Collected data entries
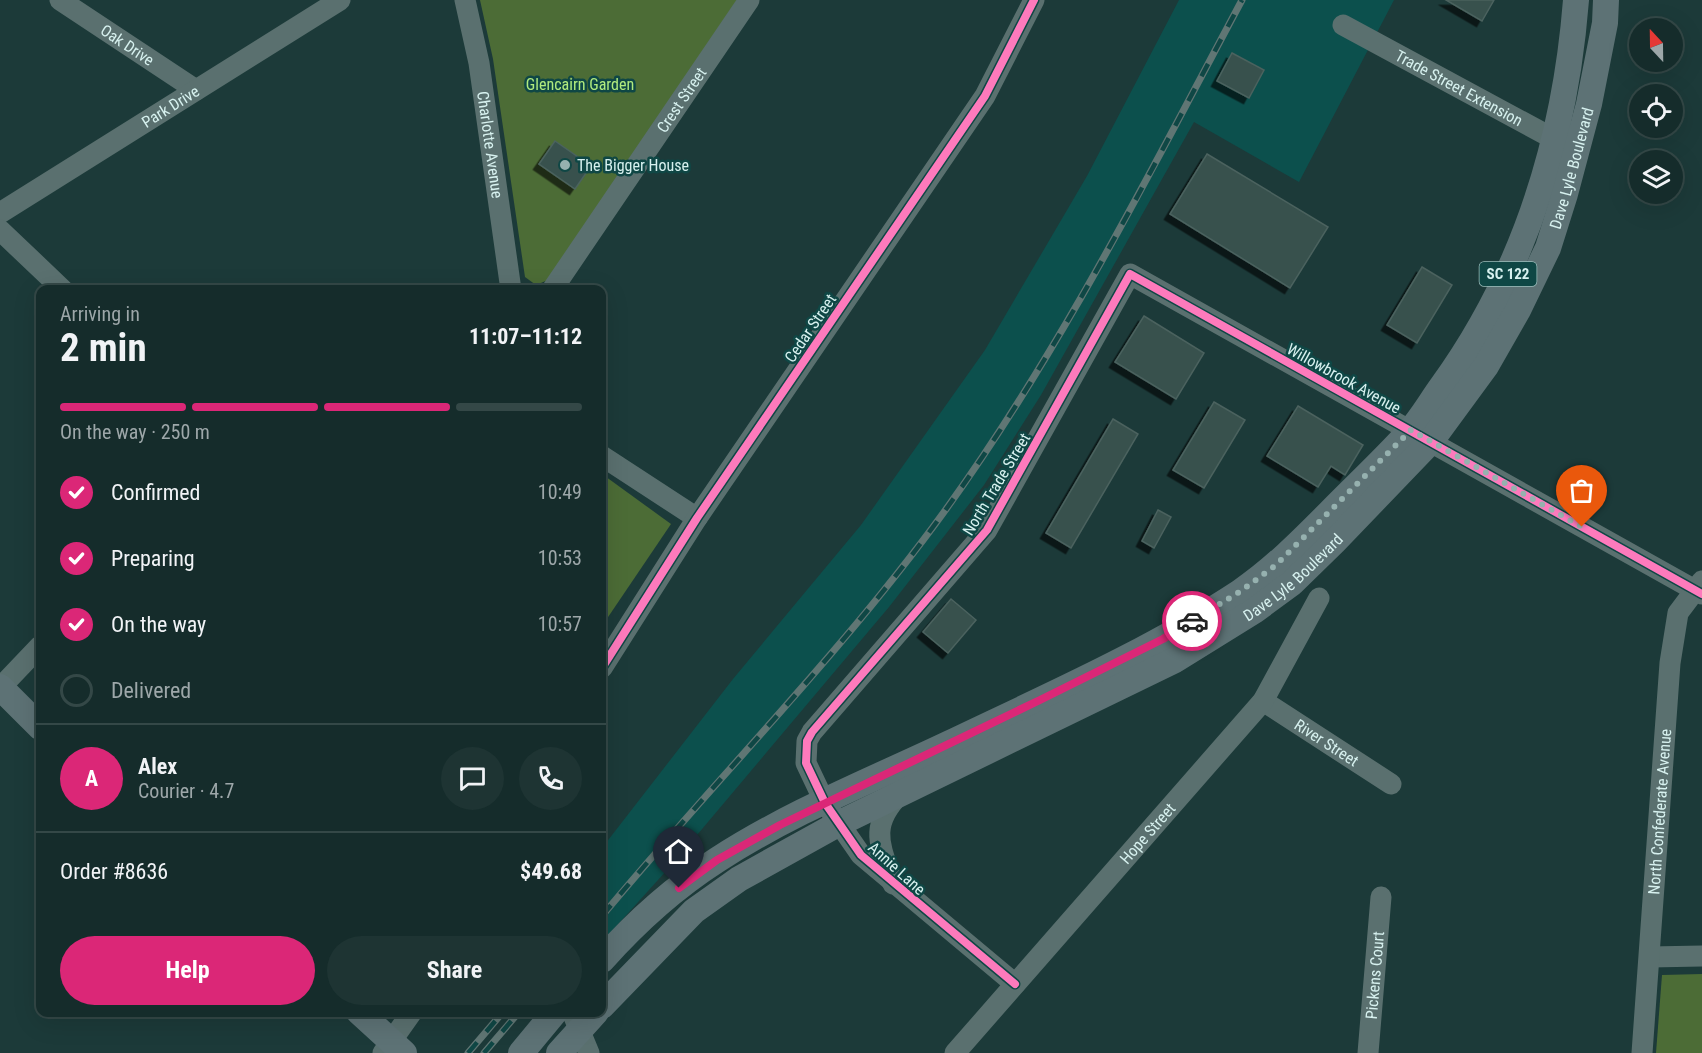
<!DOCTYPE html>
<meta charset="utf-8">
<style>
:root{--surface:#152c2b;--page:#1e3433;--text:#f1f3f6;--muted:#9da7a9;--line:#344847;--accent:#db2777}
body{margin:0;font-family:"Roboto Condensed",sans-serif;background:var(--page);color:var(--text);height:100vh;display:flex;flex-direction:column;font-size:22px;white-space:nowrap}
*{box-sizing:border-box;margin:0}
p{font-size:20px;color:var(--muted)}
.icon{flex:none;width:33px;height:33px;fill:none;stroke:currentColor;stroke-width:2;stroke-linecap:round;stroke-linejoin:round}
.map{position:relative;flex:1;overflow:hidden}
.panel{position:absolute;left:36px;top:285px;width:570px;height:732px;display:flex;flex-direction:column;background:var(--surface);border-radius:12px;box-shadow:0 6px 24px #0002,0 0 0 2px var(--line)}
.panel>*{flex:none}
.needle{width:39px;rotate:338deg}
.tools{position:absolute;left:1629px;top:18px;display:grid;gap:12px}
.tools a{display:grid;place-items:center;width:54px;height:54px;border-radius:50%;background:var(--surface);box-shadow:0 6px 24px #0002,0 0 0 2px var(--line);font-size:30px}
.pin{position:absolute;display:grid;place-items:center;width:51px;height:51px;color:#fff;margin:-62px -26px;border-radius:50% 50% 50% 0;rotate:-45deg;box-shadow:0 0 6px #0007}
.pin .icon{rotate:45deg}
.courier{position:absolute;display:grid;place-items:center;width:60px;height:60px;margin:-30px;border:4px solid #db2777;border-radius:50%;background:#fff;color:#222;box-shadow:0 2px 8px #0007}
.head em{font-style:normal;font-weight:700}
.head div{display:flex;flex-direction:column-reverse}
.head{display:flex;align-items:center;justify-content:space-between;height:102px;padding:0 24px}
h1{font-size:39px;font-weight:700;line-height:45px}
.bar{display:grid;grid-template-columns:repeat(4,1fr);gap:9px 6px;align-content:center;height:72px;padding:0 24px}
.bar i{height:8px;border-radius:4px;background:var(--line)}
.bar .active{background:var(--accent)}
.bar p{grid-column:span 4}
.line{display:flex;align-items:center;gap:15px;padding:0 24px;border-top:2px solid var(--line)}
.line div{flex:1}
.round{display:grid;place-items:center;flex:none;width:63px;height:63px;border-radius:32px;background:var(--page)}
ol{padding:0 24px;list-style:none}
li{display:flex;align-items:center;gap:18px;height:66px}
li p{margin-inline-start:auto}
li .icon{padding:6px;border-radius:50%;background:var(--accent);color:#fff;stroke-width:4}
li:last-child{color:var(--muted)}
li i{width:33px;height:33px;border:3px solid var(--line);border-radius:50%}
.action{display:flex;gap:12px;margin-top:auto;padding:12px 24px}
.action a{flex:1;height:69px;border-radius:36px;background:var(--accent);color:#fff;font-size:24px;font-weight:700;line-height:69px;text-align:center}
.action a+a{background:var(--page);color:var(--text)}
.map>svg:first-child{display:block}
.built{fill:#0c504d}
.green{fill:#4c6c36}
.building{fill:#37514e;stroke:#4b625e;stroke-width:1.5;filter:url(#shadow)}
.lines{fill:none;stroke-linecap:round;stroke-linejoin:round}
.minor{stroke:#5a706f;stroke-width:21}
.major{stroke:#5d7275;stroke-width:26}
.rail-casing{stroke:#607674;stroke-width:7}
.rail{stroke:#0f4745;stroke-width:4.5;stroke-dasharray:14;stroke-linecap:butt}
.cycleway-casing{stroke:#0f4745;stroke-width:11}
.cycleway{stroke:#fd7abc;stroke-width:8}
.done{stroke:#96b1af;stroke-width:6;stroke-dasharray:0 10.8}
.route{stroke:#db2777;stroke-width:8}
.poi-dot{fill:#96b1af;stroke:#0f4745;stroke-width:2}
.labels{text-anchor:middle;stroke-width:5;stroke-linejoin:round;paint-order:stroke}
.shield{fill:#0f4745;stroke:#9bbebc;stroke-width:1.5}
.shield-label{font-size:15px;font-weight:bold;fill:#d7f1ef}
.street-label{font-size:16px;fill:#d7f1ef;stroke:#0f4745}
.park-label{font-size:16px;fill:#b1eb7e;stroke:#0f4745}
.poi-label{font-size:16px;fill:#d7f1ef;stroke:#0f4745;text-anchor:start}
</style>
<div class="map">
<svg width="1702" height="1053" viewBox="0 0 1702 1053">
<defs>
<filter id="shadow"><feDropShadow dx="-5.5" dy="5.5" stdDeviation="0" flood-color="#0009"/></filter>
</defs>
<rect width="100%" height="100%" fill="#1c3a39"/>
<polygon class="built" points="1179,0 1394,0 1299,182 1194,122 1041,395 984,485 889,607 676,860 602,942 602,848 733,679 861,525 985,350 1087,176"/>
<g class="green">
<polygon points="480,0 737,0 548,280 536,285 525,277 493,59"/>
<polygon points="602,474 671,524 602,626"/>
<polygon points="1702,974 1702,1053 1656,1053 1662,975"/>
</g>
<g class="building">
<polygon points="1446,0 1494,0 1482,21"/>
<polygon points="1232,53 1264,70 1249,98 1217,81"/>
<polygon points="555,141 591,166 575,189 539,164"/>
<polygon points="1207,154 1328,227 1290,288 1170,214"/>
<polygon points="1422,267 1452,285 1417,343 1387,325"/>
<polygon points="1144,316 1204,353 1176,399 1115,362"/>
<polygon points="1214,402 1245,420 1204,488 1173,470"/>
<polygon points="1298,406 1363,445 1345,475 1331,466 1318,487 1267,456"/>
<polygon points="1113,419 1138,434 1071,548 1046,533"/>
<polygon points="1158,510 1171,517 1154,548 1142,541"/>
<polygon points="951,599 976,620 948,653 923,632"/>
</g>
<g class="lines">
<g class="minor">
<path id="s1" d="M60 0 196 90"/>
<path id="s2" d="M465 0 479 63 511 290"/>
<path id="s3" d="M1343 25 1567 146"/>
<path id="s4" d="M0 213 340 0"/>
<polyline points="0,230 63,290"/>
<path id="s5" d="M552 290 749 0"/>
<polyline points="602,456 697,518"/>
<polyline points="602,668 697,518 985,96 1034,0"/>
<polyline points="0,688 40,646"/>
<path id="s6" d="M1263 701 1391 784"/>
<path d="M893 884C881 847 868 827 899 795"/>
<polyline points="1650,957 1702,956"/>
<polyline points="1015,984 861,855 825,803 806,763 807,741 812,732 987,530 1130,274 1702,594"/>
<polyline points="572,1012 589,1053"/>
<polyline points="383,1053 412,1012"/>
<path id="s7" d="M955 1053 1263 701 1319 598"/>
<path id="s8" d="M1368 1053 1381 897"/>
<path id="s9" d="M1642 1053 1670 663 1678 613 1702 581"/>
</g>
<g class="major">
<polyline points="0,687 40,727"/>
<path d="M602 960C635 923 675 887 717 860 789 813 872 780 950 743 1048 696 1149 652 1240 592 1278 566 1309 533 1342 500 1364 478 1387 456 1408 433 1421 419 1431 401 1442 386 1525 271 1565 141 1576 0"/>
<path id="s10" d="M602 1006 694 911 739 879 838 824 1175 660 1254 611 1292 583 1334 542 1431 441 1486 366 1518 310 1548 248 1565 194 1589 104 1605 23 1606 0"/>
<polyline points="359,1012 404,1053"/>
<polyline points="521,1053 555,1012"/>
<polyline points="559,1053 596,1012"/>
</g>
<g class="rail-casing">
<g id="rail">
<path d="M602 916C714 781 841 654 944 512 1060 352 1149 174 1242 0"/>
<polyline points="468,1053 503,1012"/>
<polyline points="484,1053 519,1012"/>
</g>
</g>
<use href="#rail" class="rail"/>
<g class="cycleway-casing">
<g id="cycleway">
<polyline points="602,668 697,518 985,96 1034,0"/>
<polyline points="1015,984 861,855 825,803 806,763 807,741 812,732 987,530 1130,274 1702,594"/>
</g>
</g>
<use href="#cycleway" class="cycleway"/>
</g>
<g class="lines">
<polyline class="done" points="1192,621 1241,591 1276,565 1411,430 1582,527"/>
<polyline class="route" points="679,888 717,860 780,825 1040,700 1163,639 1192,621"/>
</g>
<circle class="poi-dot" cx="565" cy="165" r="6"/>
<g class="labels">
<rect class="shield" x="1479.5" y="262" width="57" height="24" rx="4.5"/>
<g class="shield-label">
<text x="1508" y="279">SC 122</text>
</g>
<g class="street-label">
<text dy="6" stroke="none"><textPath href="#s1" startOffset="81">Oak Drive</textPath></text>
<text dy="6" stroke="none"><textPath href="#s3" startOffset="132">Trade Street Extension</textPath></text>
<text dy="6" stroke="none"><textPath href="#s5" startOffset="230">Crest Street</textPath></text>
<text dy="6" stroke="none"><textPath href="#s4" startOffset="201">Park Drive</textPath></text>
<text dy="6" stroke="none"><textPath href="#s2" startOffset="147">Charlotte Avenue</textPath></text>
<text dy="6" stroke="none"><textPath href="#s10" startOffset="1324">Dave Lyle Boulevard</textPath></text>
<text transform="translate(810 328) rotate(-56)" y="6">Cedar Street</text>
<text transform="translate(1344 378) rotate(29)" y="6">Willowbrook Avenue</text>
<text transform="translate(996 484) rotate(-59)" y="6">North Trade Street</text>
<text dy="6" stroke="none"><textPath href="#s10" startOffset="820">Dave Lyle Boulevard</textPath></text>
<text dy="6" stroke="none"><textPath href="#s6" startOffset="76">River Street</textPath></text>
<text dy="6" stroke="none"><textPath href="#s9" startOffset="242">North Confederate Avenue</textPath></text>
<text dy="6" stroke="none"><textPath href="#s7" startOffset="292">Hope Street</textPath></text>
<text transform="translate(897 868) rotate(42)" y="6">Annie Lane</text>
<text dy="6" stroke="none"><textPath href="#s8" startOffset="78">Pickens Court</textPath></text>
</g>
<g class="park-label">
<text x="580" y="90">Glencairn Garden</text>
</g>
<g class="poi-label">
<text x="577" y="171">The Bigger House</text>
</g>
</g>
</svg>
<div class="tools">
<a><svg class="needle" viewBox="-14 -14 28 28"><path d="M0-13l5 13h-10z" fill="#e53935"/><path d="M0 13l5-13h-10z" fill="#9da7a9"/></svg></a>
<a><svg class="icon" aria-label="locate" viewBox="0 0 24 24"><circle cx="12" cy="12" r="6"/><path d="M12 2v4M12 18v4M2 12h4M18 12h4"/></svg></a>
<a><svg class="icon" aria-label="layers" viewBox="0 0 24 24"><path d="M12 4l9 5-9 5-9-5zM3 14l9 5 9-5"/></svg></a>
</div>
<div class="pin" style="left:1582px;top:527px;background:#ea580c"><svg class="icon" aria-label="bag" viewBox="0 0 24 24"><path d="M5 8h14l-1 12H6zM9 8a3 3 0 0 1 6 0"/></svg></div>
<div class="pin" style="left:679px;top:888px;background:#1f2937"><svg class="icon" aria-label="home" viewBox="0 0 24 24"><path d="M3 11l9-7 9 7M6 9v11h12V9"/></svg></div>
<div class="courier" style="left:1192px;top:621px"><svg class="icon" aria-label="car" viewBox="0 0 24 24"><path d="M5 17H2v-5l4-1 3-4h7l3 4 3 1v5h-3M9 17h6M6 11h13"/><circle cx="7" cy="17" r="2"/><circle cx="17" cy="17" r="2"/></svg></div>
<section class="panel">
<div class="head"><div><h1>2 min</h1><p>Arriving in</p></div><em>11:07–11:12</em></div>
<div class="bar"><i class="active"></i><i class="active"></i><i class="active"></i><i></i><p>On the way · 250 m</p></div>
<ol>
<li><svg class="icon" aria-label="check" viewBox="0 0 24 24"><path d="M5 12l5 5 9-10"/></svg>Confirmed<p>10:49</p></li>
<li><svg class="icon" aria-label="check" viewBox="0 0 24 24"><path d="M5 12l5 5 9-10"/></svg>Preparing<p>10:53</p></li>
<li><svg class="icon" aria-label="check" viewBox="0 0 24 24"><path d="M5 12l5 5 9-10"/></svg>On the way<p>10:57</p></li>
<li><i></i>Delivered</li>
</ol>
<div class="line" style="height:108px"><b class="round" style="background:var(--accent);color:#fff">A</b><div><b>Alex</b><p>Courier · 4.7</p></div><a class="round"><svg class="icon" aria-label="chat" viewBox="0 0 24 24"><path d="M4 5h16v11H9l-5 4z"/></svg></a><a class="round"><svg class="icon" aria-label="phone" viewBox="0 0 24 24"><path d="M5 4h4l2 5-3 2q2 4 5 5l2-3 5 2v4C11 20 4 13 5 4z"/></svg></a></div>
<div class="line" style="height:78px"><div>Order #8636</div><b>$49.68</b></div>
<div class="action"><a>Help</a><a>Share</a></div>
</section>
</div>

ACTIVITY
Every line of the data that includes the word "labels" should be copied.

SOLUTION BELOW
.labels{text-anchor:middle;stroke-width:5;stroke-linejoin:round;paint-order:stroke}
<g class="labels">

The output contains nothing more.